The first time I experienced Holy Thursday Mass, the Mass of the Lord’s Supper, I was a fairly new Catholic and I had a pew full of family, because Holy Thursday that year coincided with the anniversary of the first of the babies we remember, but who preceded me in the family by quite a few years, Darren (who I wrote about here and here). My sister-in-law and her kids, who were then wee ones and much fun during Mass (the youngest was four, the oldest eight), and my mother-in-law were there with me in the back row. When the foot-washing procession started, the older of my nieces looked at me.
“Aunt Sarah,” she whispered, “can we go up there?”
How could I say no? It was open to everyone (though I’ve read since that there’s debate in some circles about the appropriateness of women and/or children having their feet washed), and there was no excuse — except my pride — to keep us from going.
Up we went, from far in the back of church to the front. Father knelt over, despite his bad knees, and gently, lovingly washed our feet. He thanked us, quietly, for being who we are.
Every year, Holy Thursday has been a Mass I try to attend. It’s hard, every year, to participate in the foot-washing, and without a small child to persuade me, I’m more likely to stay put in the pew. My feet are as stinky as anyone else’s, and it is a bit embarrassing to feel Father’s hands on my foot, and then…to have him kiss it! Every year, it’s almost more than I can take.
I started to understand humility a little better that evening, and Holy Thursday remains a time for me to better appreciate humility and be inspired to give it a go in my own life, a little more, a little better.
My nieces and nephew — and, in recent years, my children — were so eager to have their feet washed, so accepting of the kiss Father gave their feet, so excited about the whole process. No, they didn’t understand it.
But do I?
Do I really understand what it takes to allow someone else to help me? Do I really appreciate how much work humility is? Do I really strive to be humble, or am I trying, instead, to simply appear humble?

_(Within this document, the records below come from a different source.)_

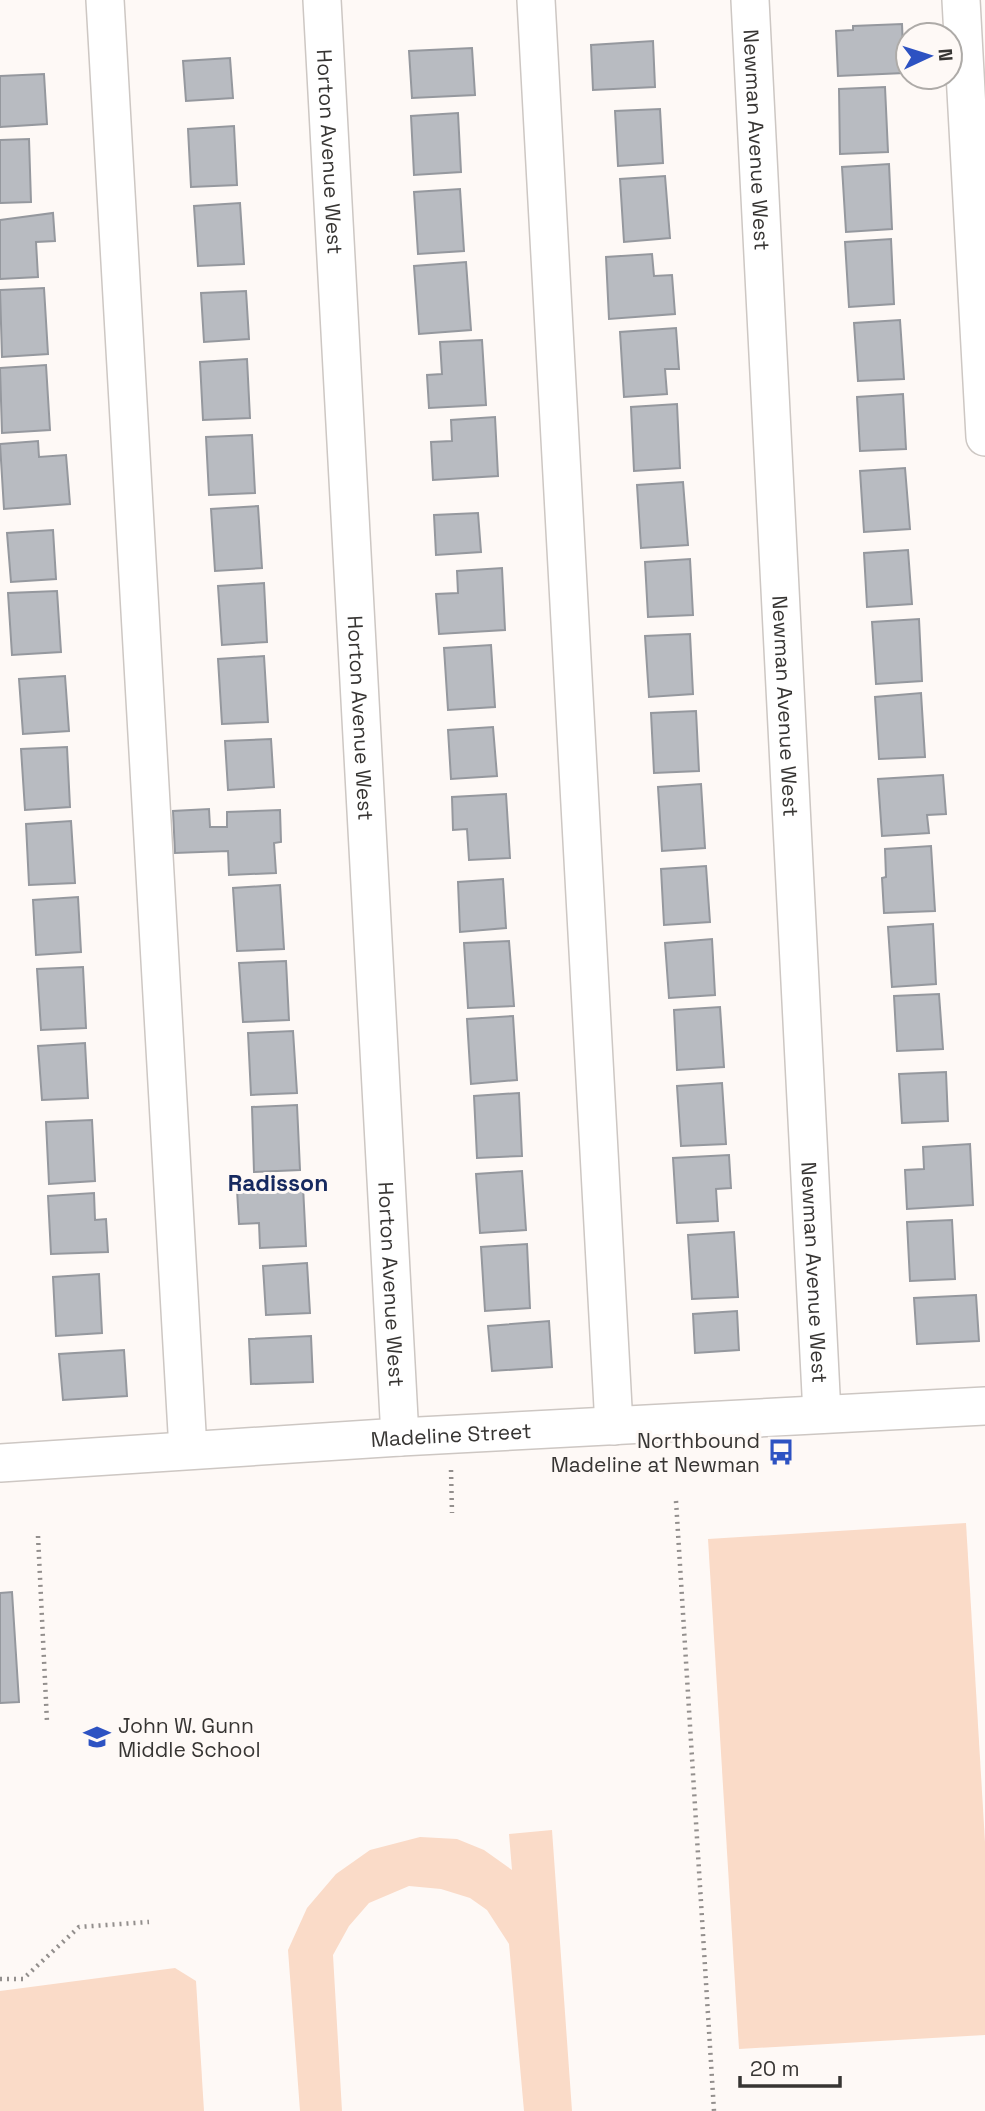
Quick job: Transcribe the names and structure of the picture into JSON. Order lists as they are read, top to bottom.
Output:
{
  "streets": {
    "street": ["Newman Avenue West", "Horton Avenue West", "Madeline Street"]
  },
  "crossings": [
    ["Newman Avenue West", "Madeline Street"],
    ["Horton Avenue West", "Madeline Street"]
  ],
  "districts": ["Radisson"],
  "places": {
    "bus stop": ["Northbound Madeline at Newman"],
    "school or university": ["John W. Gunn Middle School"]
  },
  "scale_bar": "20 m",
  "north": "right"
}
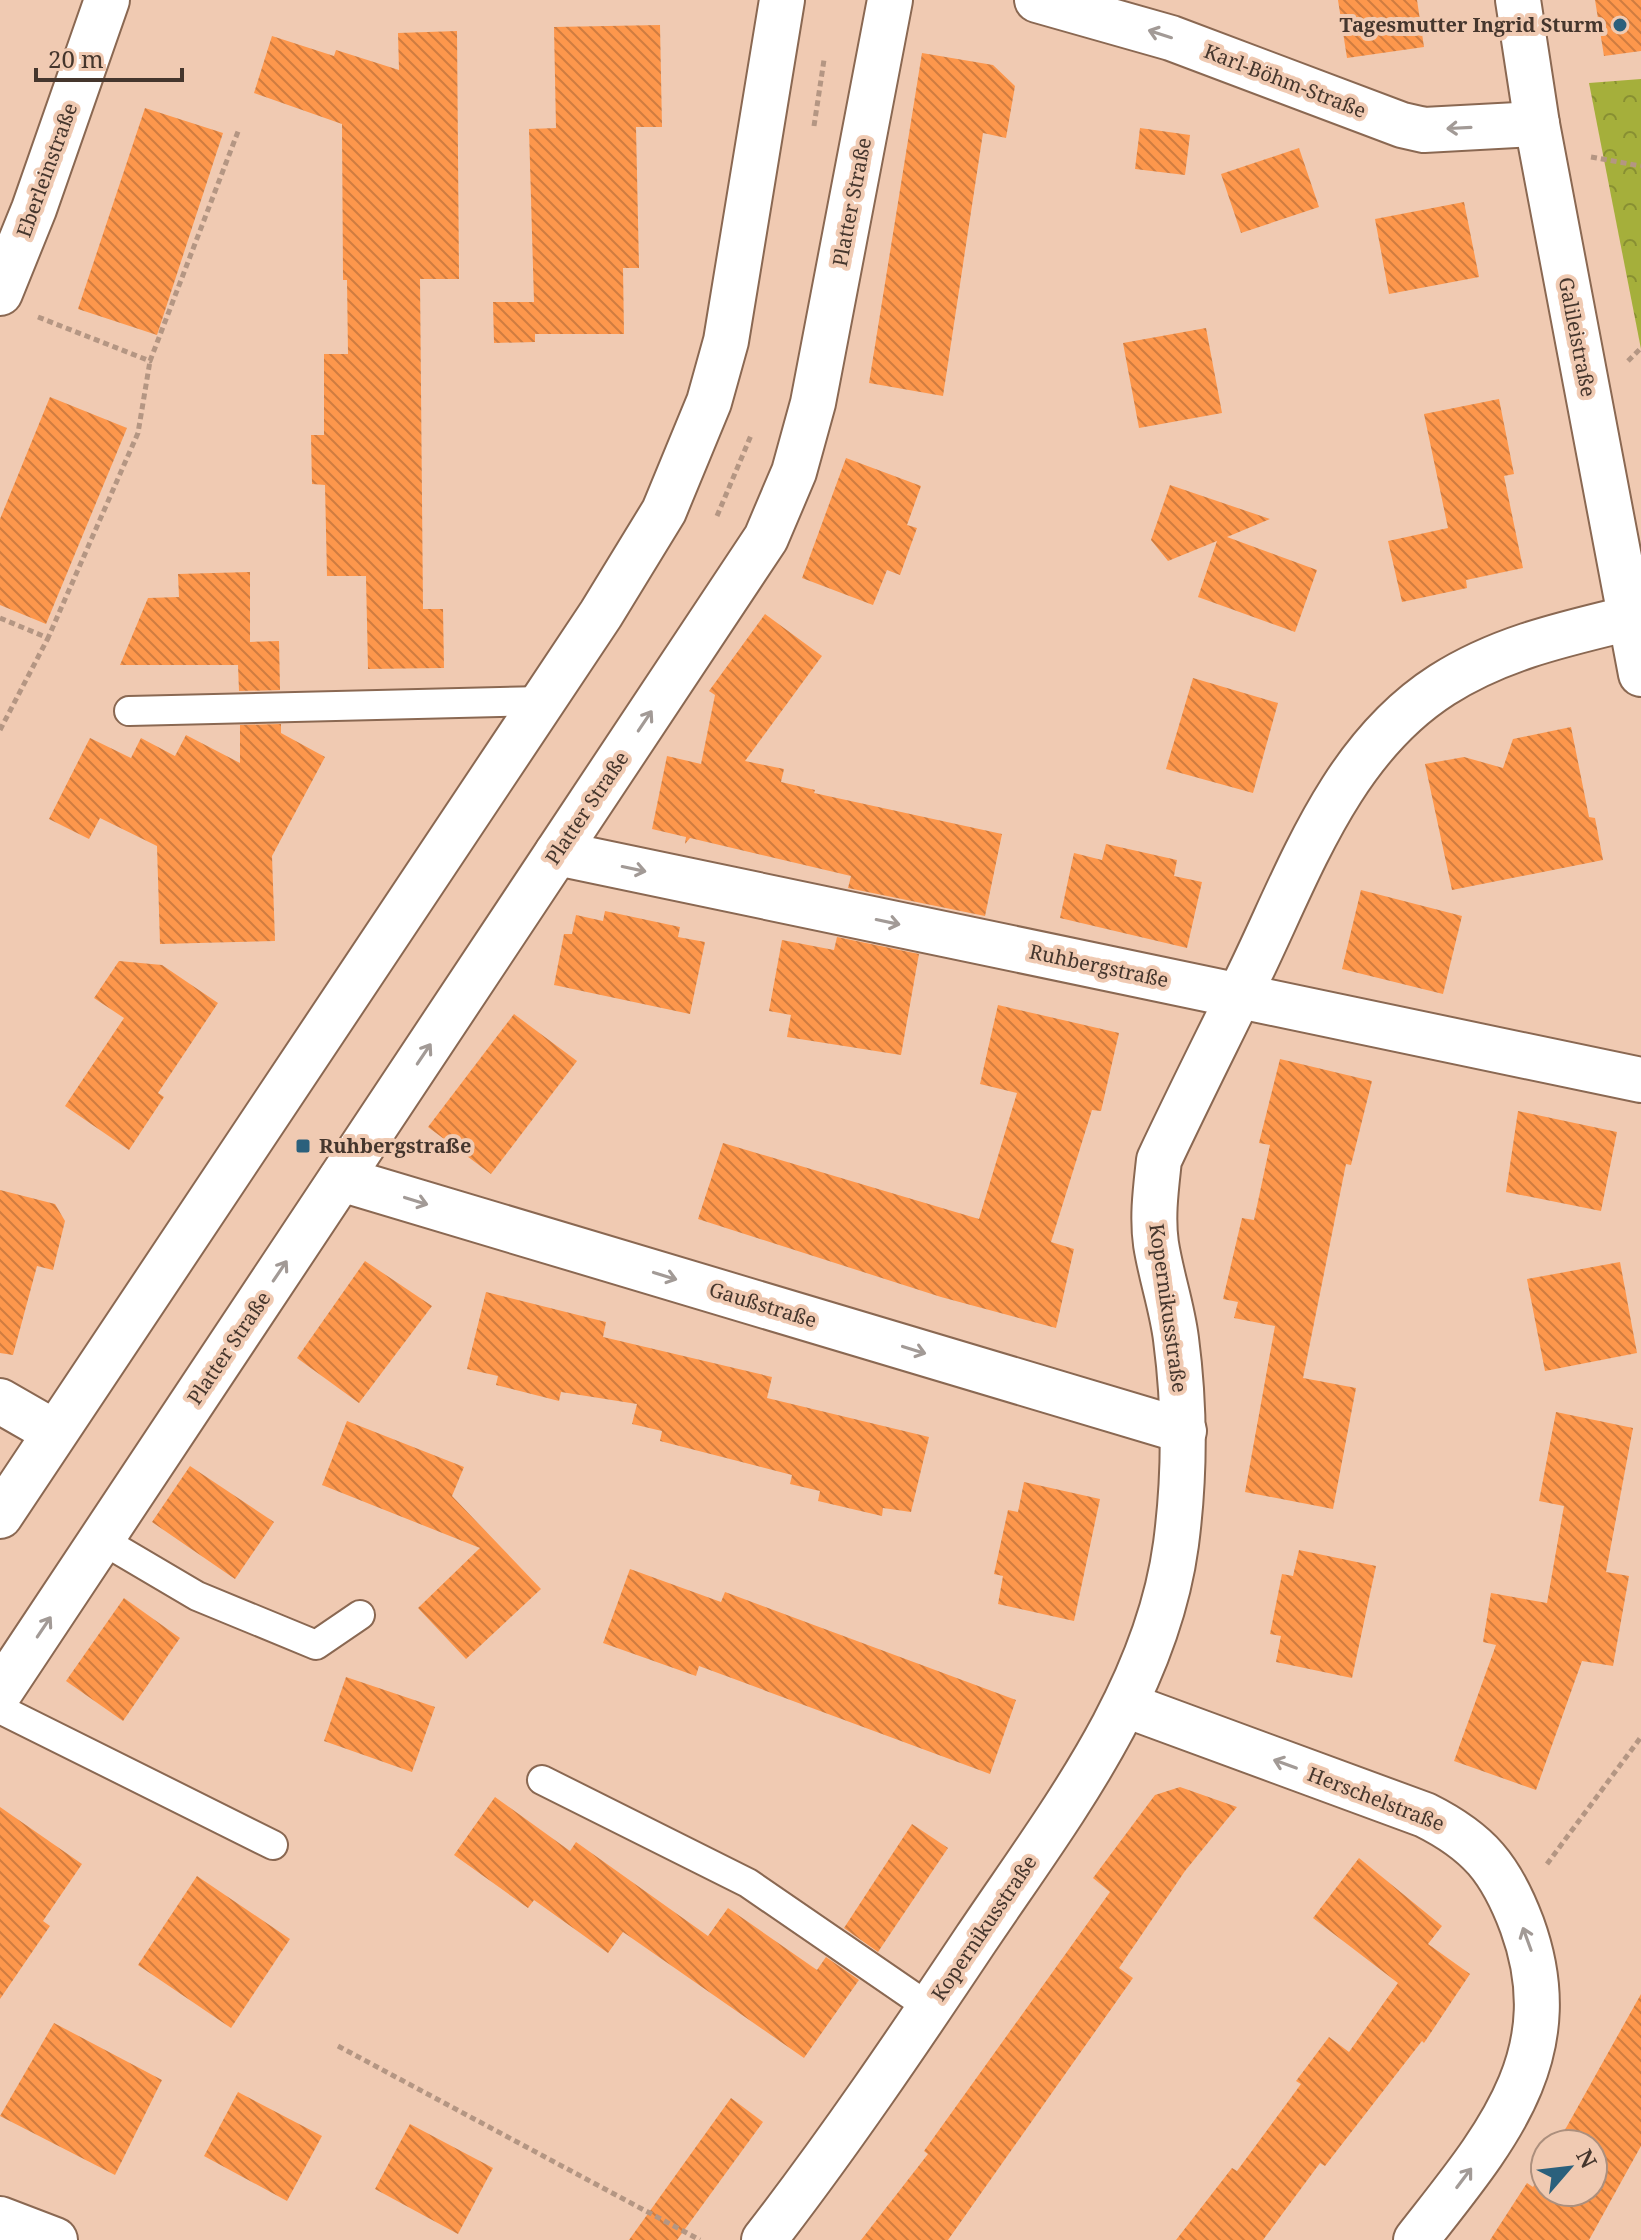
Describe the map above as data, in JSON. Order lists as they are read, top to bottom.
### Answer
{
  "streets": {
    "street": [
      "Karl-Böhm-Straße",
      "Eberleinstraße",
      "Platter Straße",
      "Galileistraße",
      "Ruhbergstraße",
      "Gaußstraße",
      "Kopernikusstraße",
      "Herschelstraße"
    ]
  },
  "crossings": [
    ["Karl-Böhm-Straße", "Galileistraße"],
    ["Platter Straße", "Ruhbergstraße"],
    ["Platter Straße", "Gaußstraße"],
    ["Galileistraße", "Kopernikusstraße"],
    ["Ruhbergstraße", "Kopernikusstraße"],
    ["Gaußstraße", "Kopernikusstraße"],
    ["Kopernikusstraße", "Herschelstraße"]
  ],
  "one_way": ["Karl-Böhm-Straße", "Ruhbergstraße", "Gaußstraße"],
  "places": {
    "other": ["Tagesmutter Ingrid Sturm"],
    "transit": ["Ruhbergstraße"]
  },
  "scale_bar": "20 m",
  "north": "top right"
}
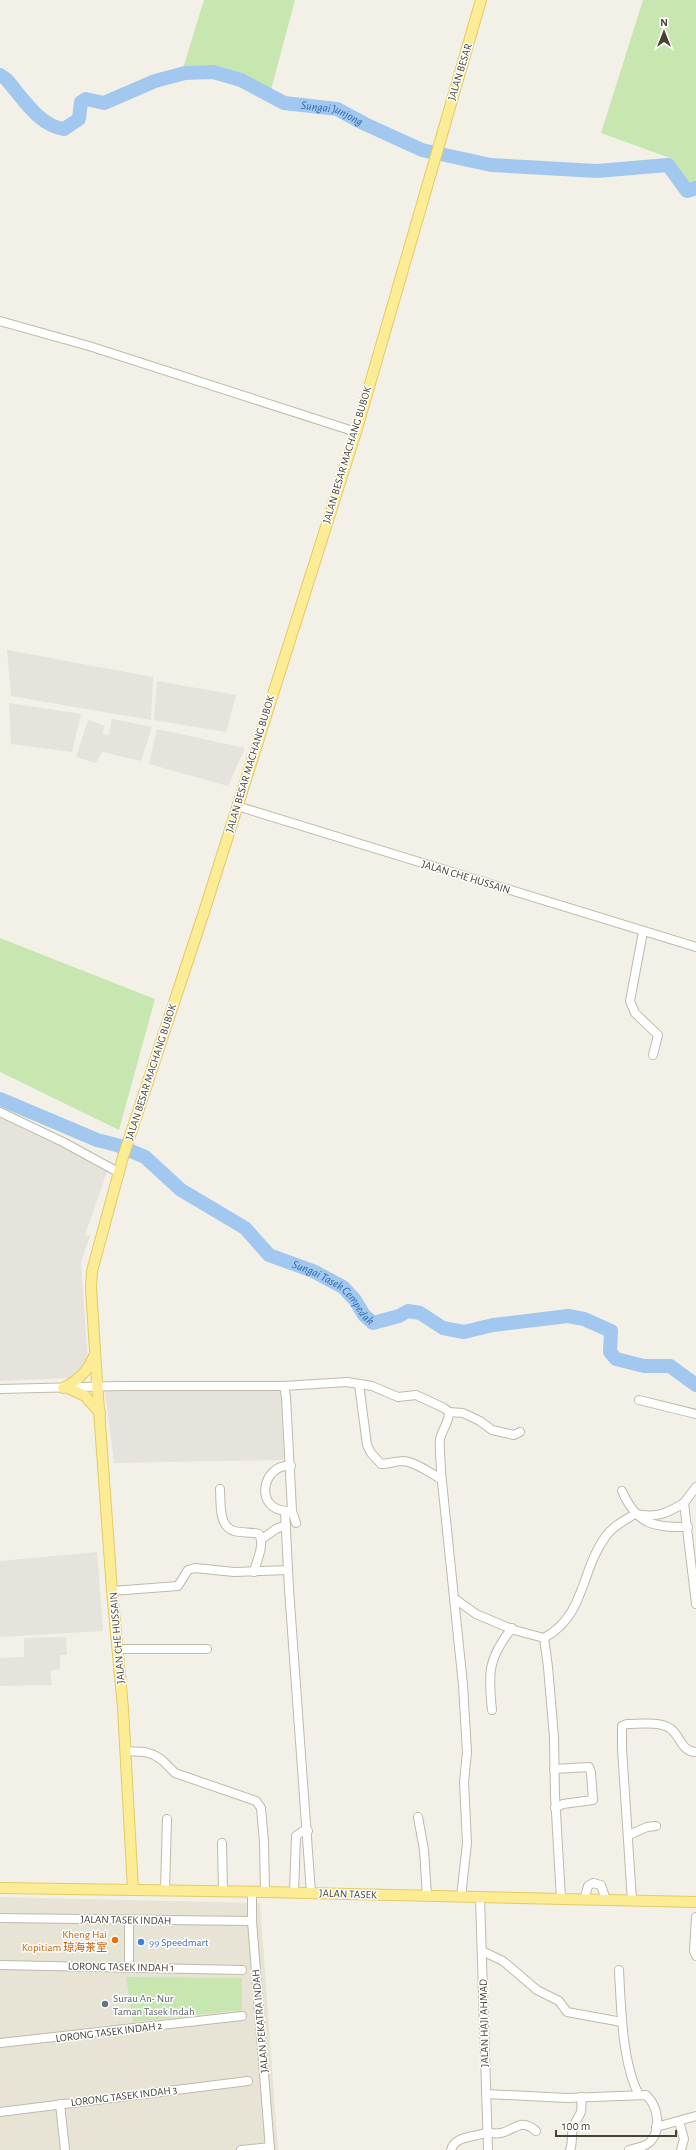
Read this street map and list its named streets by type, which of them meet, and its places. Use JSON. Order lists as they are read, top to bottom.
{
  "streets": {
    "main road": [
      "JALAN BESAR",
      "JALAN BESAR MACHANG BUBOK",
      "JALAN CHE HUSSAIN",
      "JALAN TASEK"
    ],
    "street": [
      "JALAN TASEK INDAH",
      "LORONG TASEK INDAH 1",
      "JALAN PEKATRA INDAH",
      "JALAN HAJI AHMAD",
      "LORONG TASEK INDAH 2",
      "LORONG TASEK INDAH 3"
    ]
  },
  "crossings": [
    ["JALAN BESAR", "JALAN BESAR MACHANG BUBOK"],
    ["JALAN BESAR MACHANG BUBOK", "JALAN CHE HUSSAIN"],
    ["JALAN CHE HUSSAIN", "JALAN TASEK"],
    ["JALAN TASEK", "JALAN PEKATRA INDAH"],
    ["JALAN TASEK", "JALAN HAJI AHMAD"],
    ["JALAN TASEK INDAH", "JALAN PEKATRA INDAH"]
  ],
  "water": ["Sungai Junjong", "Sungai Tasek Cempedak"],
  "places": ["Kheng Hai Kopitiam 琼海茶室", "99 Speedmart", "Surau An- Nur Taman Tasek Indah"],
  "scale_bar": "100 m",
  "north": "top"
}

In this week of the retreat, I also reflected on the Eucharist and how it’s often at Mass that I cry. No, it’s no the music (good or bad). No, it’s not something in my personal life. No, it’s not that I think myself to tears. It’s simply the Eucharist. It made me cry before I could receive it as a Catholic, and it makes me cry now. Something in me just gives, something just lets go.
This week, though we’re a few weeks away from Holy Thursday, I’m going to resolve to wash the feet of someone, just one person, to be servant as Jesus was servant, to be a witness to the power of the Eucharist.